Could you filter the data below down to the lines that hold the word "Panera"?

--- Data for review Enclosed Below ---

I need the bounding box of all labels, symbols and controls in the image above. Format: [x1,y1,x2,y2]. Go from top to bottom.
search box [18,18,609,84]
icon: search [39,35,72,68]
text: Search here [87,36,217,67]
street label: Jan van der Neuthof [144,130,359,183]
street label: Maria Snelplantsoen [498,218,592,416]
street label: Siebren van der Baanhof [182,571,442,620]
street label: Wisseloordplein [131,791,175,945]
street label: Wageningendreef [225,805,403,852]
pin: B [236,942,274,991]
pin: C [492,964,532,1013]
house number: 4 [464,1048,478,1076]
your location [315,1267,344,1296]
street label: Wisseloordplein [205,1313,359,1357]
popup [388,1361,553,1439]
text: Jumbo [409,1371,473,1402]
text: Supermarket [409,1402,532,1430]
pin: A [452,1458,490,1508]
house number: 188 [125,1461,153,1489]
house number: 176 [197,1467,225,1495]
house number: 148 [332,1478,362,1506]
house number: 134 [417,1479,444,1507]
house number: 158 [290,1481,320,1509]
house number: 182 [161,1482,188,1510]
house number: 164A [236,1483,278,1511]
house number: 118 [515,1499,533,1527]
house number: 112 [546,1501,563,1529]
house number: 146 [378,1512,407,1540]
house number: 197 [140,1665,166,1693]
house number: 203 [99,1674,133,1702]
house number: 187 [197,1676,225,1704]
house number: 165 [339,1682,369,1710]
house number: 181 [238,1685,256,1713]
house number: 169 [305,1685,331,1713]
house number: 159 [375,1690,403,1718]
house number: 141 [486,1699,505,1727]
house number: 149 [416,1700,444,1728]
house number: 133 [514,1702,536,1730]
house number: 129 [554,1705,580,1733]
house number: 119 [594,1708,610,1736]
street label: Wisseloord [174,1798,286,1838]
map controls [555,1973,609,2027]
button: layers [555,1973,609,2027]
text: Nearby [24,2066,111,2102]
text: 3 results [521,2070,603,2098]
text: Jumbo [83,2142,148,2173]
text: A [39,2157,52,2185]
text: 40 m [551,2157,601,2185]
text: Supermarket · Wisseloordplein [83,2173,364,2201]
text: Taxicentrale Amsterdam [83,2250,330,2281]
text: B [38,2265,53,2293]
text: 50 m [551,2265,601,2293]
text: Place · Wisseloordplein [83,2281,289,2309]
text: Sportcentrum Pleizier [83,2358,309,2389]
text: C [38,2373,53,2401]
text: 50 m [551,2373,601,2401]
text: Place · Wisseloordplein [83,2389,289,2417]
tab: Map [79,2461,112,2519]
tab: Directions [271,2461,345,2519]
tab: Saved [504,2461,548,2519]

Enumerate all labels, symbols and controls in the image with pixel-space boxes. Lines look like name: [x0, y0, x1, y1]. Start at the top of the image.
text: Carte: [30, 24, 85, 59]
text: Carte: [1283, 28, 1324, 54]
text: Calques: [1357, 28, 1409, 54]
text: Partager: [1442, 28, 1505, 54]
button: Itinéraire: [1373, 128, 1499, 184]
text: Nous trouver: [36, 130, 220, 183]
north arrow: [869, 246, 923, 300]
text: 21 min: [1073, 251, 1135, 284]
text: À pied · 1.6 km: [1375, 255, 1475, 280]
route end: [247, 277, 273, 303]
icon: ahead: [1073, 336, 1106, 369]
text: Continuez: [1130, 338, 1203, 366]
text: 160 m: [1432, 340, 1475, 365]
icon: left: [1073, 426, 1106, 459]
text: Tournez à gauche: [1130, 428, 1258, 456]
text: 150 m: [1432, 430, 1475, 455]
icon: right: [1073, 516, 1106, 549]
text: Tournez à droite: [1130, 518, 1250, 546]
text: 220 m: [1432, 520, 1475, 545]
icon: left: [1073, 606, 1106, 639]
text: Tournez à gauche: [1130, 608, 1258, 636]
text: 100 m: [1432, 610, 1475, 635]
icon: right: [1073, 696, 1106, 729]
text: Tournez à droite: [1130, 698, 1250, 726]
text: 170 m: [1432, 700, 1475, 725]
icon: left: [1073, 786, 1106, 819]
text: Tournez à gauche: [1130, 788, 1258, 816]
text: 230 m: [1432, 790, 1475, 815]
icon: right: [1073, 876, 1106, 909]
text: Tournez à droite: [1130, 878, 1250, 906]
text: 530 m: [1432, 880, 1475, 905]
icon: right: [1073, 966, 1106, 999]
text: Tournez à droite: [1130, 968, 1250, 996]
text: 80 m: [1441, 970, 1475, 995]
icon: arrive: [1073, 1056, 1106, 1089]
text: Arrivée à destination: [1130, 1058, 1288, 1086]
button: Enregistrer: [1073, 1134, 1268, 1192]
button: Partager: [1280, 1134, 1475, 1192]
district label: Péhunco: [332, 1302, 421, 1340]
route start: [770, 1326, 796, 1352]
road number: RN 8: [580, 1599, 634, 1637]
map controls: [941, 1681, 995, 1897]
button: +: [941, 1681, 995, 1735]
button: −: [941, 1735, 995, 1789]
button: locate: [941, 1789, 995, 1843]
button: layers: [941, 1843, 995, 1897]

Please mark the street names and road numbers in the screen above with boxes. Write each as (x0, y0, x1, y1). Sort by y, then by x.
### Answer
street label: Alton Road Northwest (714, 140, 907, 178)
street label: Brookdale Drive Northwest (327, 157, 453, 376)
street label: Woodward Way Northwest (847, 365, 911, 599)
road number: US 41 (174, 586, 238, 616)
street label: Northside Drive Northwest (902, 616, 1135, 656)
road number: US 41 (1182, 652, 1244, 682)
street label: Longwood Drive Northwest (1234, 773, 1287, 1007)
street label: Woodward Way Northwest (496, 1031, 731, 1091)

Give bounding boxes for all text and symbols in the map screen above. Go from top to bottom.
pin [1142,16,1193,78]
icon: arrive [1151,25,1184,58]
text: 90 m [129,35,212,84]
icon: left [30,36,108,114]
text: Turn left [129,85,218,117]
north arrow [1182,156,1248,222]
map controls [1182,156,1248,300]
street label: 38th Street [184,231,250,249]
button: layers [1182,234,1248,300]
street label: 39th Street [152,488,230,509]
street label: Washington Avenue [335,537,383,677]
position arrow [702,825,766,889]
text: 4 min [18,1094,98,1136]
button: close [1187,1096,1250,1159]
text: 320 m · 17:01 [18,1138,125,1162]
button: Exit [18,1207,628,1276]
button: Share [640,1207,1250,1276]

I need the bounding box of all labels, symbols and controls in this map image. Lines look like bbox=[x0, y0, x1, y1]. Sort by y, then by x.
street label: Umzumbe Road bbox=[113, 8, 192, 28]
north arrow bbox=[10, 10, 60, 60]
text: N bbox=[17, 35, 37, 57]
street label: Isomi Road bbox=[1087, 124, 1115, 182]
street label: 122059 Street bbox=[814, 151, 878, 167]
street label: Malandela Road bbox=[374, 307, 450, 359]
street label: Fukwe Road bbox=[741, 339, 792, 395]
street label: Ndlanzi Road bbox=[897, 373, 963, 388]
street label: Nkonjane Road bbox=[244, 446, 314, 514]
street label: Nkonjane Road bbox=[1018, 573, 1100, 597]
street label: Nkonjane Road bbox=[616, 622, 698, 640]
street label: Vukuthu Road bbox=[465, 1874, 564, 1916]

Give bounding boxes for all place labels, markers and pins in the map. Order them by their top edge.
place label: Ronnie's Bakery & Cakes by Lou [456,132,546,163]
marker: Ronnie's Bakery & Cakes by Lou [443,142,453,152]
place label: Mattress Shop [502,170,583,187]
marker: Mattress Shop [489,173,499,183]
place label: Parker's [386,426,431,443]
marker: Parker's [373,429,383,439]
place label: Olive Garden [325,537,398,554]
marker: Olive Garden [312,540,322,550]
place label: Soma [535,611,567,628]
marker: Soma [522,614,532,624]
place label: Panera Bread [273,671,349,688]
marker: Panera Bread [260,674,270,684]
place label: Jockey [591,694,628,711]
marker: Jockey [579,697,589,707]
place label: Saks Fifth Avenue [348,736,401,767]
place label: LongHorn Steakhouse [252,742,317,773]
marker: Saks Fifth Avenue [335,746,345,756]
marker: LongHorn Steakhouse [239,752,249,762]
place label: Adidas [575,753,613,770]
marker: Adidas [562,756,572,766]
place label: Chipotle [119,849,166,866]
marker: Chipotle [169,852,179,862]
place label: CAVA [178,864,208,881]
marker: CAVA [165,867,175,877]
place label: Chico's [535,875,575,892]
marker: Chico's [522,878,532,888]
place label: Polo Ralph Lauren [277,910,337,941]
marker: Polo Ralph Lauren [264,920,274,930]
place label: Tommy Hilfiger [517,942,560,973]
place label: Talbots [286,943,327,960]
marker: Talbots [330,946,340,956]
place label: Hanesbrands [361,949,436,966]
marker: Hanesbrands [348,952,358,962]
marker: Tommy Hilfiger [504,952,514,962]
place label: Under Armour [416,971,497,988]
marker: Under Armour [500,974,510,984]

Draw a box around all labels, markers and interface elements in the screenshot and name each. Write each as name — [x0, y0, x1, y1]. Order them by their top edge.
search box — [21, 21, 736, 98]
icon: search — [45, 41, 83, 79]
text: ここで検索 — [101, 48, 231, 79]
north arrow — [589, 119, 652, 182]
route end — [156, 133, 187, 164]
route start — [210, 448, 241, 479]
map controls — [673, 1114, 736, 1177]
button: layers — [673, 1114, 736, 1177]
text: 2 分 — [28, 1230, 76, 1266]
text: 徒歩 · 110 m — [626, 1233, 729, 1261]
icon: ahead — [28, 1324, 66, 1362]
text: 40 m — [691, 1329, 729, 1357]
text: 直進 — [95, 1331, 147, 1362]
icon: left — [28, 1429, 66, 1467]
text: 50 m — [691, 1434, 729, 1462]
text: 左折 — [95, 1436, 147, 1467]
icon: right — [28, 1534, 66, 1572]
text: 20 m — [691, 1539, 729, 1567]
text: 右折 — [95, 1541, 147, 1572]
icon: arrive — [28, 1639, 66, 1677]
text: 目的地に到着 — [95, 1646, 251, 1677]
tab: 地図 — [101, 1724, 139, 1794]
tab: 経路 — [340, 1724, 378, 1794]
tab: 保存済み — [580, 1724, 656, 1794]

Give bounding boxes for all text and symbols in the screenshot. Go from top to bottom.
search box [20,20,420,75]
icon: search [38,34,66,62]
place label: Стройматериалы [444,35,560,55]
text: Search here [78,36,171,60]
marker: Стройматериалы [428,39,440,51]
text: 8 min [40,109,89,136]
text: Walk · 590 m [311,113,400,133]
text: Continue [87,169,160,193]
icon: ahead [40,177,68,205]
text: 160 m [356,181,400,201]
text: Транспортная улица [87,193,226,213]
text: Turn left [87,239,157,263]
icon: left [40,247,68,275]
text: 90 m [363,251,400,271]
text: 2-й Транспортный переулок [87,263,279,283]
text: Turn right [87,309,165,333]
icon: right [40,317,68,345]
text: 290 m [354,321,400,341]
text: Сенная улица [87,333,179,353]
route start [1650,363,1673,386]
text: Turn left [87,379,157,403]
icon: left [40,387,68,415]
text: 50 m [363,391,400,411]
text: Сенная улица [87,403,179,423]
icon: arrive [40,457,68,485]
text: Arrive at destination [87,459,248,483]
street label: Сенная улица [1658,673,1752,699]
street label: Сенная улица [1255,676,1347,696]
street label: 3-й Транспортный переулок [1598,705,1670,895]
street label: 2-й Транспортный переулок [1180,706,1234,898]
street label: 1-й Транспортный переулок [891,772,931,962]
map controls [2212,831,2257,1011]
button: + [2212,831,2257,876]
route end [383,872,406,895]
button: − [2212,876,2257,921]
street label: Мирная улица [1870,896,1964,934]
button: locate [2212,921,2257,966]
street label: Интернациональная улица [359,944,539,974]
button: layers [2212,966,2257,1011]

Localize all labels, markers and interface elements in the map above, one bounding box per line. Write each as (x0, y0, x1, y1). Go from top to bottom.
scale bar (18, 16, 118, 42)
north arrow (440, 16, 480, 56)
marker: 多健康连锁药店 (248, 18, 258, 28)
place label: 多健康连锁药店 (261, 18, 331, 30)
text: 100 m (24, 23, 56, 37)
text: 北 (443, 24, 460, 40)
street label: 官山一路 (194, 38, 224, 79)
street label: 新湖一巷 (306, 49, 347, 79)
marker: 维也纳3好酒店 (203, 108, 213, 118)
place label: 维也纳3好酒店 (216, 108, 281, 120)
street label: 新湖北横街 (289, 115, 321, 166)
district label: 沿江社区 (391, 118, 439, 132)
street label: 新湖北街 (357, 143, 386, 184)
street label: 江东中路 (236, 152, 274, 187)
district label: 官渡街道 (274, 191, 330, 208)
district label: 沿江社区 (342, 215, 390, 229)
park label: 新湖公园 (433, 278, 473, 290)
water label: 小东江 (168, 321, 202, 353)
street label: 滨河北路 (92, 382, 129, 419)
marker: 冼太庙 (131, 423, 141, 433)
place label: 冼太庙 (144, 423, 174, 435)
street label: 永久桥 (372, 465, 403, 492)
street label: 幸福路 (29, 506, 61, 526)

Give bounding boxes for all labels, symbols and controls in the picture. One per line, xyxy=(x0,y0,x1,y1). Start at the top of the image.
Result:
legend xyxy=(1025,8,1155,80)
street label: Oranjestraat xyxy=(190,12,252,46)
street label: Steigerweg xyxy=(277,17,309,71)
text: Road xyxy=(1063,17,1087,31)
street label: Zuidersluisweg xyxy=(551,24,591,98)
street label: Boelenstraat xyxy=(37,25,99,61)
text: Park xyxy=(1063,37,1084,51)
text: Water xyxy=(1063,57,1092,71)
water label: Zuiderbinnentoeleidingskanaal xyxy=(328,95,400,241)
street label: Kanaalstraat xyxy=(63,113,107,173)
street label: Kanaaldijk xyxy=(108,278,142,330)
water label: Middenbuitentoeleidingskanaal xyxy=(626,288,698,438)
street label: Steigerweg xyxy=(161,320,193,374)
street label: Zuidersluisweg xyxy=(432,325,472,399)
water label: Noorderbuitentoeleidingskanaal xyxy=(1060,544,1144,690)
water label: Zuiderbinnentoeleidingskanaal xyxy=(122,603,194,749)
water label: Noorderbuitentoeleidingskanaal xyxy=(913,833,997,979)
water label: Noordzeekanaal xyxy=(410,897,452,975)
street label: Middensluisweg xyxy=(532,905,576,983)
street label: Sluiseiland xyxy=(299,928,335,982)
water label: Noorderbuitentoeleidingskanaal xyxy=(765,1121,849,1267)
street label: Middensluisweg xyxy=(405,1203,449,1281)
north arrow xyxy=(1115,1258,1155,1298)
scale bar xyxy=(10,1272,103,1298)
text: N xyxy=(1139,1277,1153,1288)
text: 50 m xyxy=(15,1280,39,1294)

--- End of Enclosed Data for review ---

**Solution**
place label: Panera Bread [273,671,349,688]
marker: Panera Bread [260,674,270,684]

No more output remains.